DATA FOR THIS EXERCISE:
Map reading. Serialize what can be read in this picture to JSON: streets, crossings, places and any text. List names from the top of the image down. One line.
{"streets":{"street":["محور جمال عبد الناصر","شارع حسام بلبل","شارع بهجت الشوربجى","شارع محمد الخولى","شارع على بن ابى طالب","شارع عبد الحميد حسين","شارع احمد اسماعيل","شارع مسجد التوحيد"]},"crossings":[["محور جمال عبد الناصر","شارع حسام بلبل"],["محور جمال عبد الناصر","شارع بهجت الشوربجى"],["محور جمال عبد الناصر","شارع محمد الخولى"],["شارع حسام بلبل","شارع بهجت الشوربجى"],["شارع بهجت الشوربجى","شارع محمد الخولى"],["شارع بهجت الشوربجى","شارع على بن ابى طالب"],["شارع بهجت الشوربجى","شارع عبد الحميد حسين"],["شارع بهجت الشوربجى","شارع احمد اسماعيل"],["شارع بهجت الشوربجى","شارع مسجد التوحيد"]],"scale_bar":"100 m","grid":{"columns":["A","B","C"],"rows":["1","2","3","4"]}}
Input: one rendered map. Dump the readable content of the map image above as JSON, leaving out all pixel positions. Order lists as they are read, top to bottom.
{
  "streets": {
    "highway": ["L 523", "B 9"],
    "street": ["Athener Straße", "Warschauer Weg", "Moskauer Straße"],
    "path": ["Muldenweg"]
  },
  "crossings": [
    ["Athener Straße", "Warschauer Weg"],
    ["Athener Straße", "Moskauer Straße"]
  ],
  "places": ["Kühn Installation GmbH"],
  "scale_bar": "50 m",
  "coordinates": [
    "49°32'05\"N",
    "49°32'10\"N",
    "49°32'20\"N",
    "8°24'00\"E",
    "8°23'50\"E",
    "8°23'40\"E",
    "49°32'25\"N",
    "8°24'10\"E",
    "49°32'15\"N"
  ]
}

---

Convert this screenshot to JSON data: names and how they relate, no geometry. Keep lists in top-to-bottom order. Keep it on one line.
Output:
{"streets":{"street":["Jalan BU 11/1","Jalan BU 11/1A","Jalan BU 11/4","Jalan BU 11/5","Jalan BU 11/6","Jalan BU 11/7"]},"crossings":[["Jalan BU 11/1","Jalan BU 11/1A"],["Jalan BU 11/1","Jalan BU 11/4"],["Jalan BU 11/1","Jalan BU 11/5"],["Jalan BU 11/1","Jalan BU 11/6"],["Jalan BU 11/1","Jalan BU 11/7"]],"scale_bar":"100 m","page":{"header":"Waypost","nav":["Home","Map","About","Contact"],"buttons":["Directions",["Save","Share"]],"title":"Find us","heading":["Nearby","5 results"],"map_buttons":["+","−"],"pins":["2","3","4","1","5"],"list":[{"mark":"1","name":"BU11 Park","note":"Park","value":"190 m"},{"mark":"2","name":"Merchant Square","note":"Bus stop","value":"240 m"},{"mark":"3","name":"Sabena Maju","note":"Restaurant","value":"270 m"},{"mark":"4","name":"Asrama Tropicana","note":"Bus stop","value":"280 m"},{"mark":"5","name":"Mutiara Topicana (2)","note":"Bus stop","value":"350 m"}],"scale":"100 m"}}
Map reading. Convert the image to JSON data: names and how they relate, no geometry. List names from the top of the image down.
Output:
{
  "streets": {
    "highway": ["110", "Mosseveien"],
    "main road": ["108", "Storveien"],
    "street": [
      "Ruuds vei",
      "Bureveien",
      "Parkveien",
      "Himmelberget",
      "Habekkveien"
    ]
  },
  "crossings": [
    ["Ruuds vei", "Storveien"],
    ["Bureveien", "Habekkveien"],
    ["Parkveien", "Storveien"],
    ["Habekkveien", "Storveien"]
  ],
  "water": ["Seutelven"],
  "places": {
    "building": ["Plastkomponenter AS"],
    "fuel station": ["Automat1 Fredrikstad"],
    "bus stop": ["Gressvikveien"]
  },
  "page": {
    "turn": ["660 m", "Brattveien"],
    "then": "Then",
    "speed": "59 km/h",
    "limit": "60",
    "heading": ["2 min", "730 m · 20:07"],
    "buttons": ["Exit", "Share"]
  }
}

ABOUT THIS EXERCISE: Filter the entries down to the lines that include the string "relate".

WORKED SOLUTION:
Convert this screenshot to JSON data: names and how they relate, no geometry. Keep lists in top-to-bottom order. Keep it on one line.
Map reading. Convert the image to JSON data: names and how they relate, no geometry. List names from the top of the image down.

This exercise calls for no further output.